(Collected data)
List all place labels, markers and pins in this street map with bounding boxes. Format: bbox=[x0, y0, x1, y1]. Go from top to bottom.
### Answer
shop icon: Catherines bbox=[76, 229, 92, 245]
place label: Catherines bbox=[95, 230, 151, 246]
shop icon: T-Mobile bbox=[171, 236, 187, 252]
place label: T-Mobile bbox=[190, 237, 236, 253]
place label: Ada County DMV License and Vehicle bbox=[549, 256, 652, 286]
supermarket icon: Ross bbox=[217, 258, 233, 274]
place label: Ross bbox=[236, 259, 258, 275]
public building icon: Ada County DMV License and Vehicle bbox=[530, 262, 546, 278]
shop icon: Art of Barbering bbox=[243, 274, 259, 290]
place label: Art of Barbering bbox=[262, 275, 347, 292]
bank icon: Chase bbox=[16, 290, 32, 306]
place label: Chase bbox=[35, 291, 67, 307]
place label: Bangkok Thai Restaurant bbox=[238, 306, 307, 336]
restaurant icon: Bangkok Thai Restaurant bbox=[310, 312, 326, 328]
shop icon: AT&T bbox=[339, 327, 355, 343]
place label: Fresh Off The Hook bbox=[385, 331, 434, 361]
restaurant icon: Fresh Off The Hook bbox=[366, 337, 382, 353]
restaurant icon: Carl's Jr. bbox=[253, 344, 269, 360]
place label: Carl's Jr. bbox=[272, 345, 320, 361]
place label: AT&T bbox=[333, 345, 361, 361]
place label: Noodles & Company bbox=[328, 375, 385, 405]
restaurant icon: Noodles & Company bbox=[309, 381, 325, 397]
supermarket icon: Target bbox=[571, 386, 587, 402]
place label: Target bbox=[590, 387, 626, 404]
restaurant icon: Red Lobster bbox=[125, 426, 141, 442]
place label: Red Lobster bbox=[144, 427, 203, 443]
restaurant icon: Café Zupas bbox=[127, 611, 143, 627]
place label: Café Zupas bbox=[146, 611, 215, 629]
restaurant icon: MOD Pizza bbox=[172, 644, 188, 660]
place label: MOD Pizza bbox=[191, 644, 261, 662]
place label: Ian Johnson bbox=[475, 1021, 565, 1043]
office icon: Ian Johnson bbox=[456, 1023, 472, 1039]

...

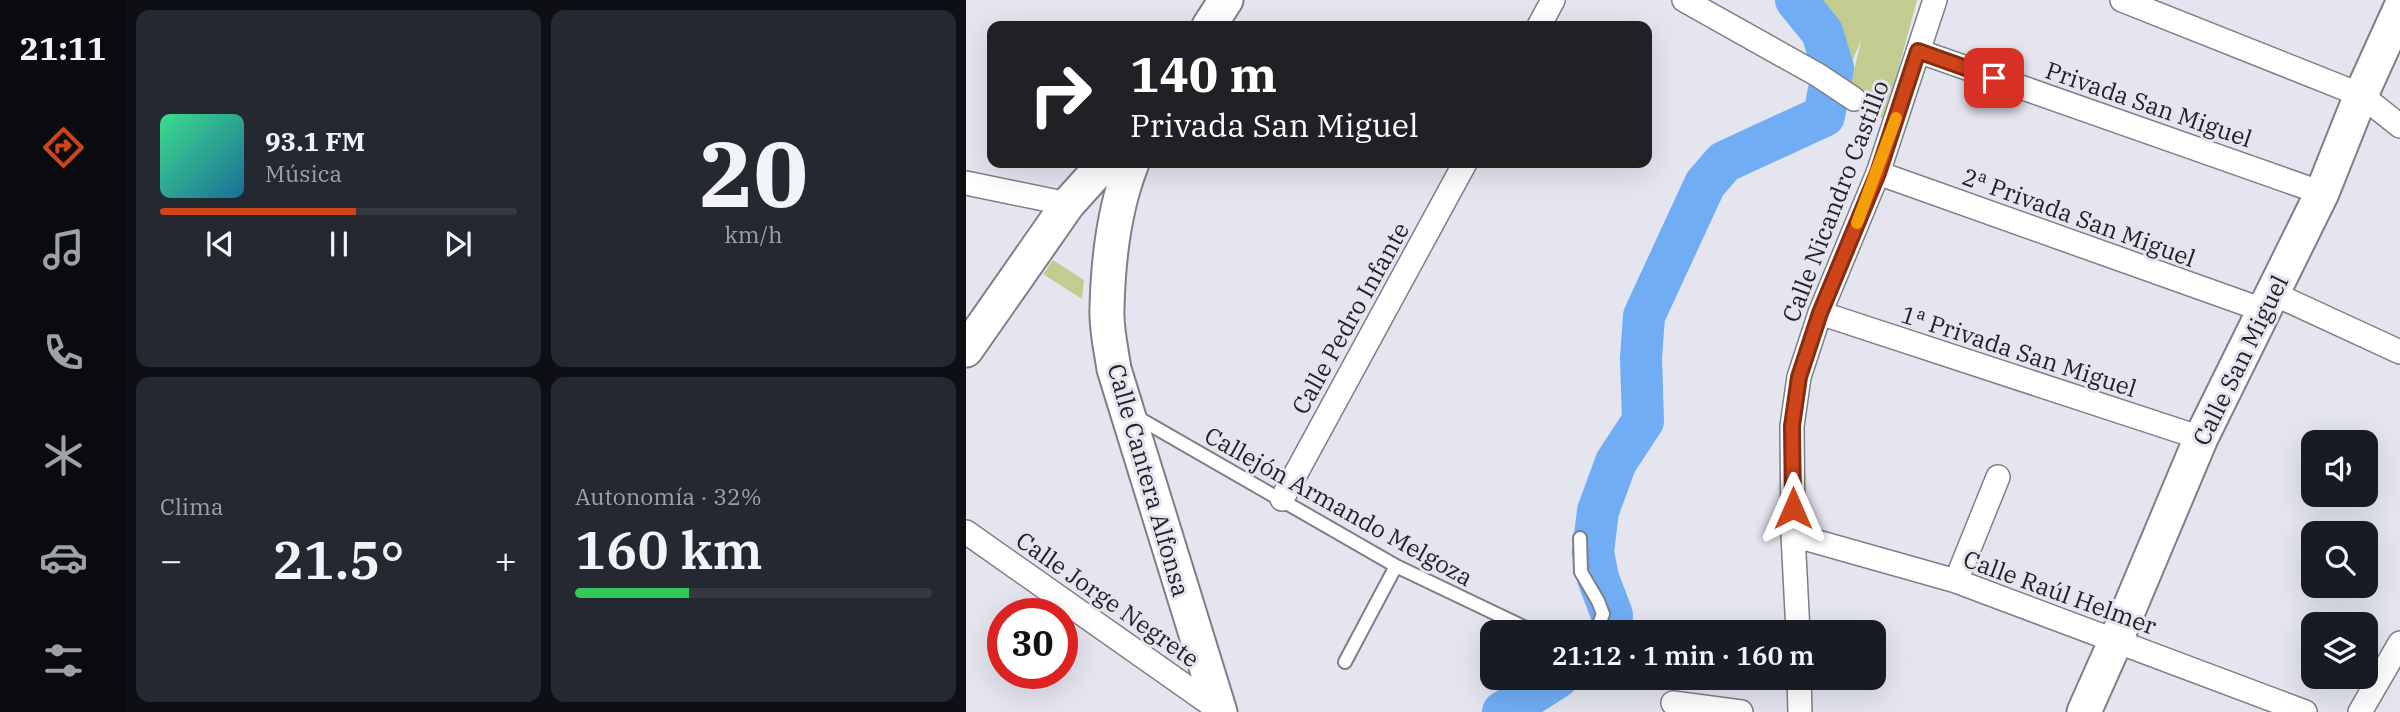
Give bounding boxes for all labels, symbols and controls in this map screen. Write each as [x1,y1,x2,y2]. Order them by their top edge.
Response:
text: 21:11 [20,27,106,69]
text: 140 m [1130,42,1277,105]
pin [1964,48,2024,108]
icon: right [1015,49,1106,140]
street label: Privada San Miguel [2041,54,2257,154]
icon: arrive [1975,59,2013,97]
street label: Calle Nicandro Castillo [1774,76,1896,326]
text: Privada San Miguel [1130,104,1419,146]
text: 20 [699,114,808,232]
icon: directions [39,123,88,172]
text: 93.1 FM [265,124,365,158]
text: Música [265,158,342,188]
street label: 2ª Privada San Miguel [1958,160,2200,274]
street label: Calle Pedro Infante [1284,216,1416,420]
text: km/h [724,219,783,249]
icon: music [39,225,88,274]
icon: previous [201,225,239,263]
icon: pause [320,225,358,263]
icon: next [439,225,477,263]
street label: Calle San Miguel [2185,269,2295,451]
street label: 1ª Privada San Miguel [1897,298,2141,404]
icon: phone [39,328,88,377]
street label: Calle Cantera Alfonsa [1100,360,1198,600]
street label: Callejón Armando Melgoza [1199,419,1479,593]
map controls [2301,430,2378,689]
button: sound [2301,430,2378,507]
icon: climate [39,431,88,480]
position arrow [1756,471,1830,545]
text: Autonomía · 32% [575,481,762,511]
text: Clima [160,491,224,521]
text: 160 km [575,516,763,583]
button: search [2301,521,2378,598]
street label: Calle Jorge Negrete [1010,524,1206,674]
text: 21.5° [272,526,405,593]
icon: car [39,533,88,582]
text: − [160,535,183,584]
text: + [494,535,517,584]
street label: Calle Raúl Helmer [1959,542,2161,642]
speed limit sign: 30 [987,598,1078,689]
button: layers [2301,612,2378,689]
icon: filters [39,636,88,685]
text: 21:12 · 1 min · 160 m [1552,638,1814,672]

--- PROBLEM DETAILS ---
Locate the word "Fresh" in the records above, and return each line that has it.

--- ANSWER FOR THE TASK ---
place label: Fresh Off The Hook bbox=[385, 331, 434, 361]
restaurant icon: Fresh Off The Hook bbox=[366, 337, 382, 353]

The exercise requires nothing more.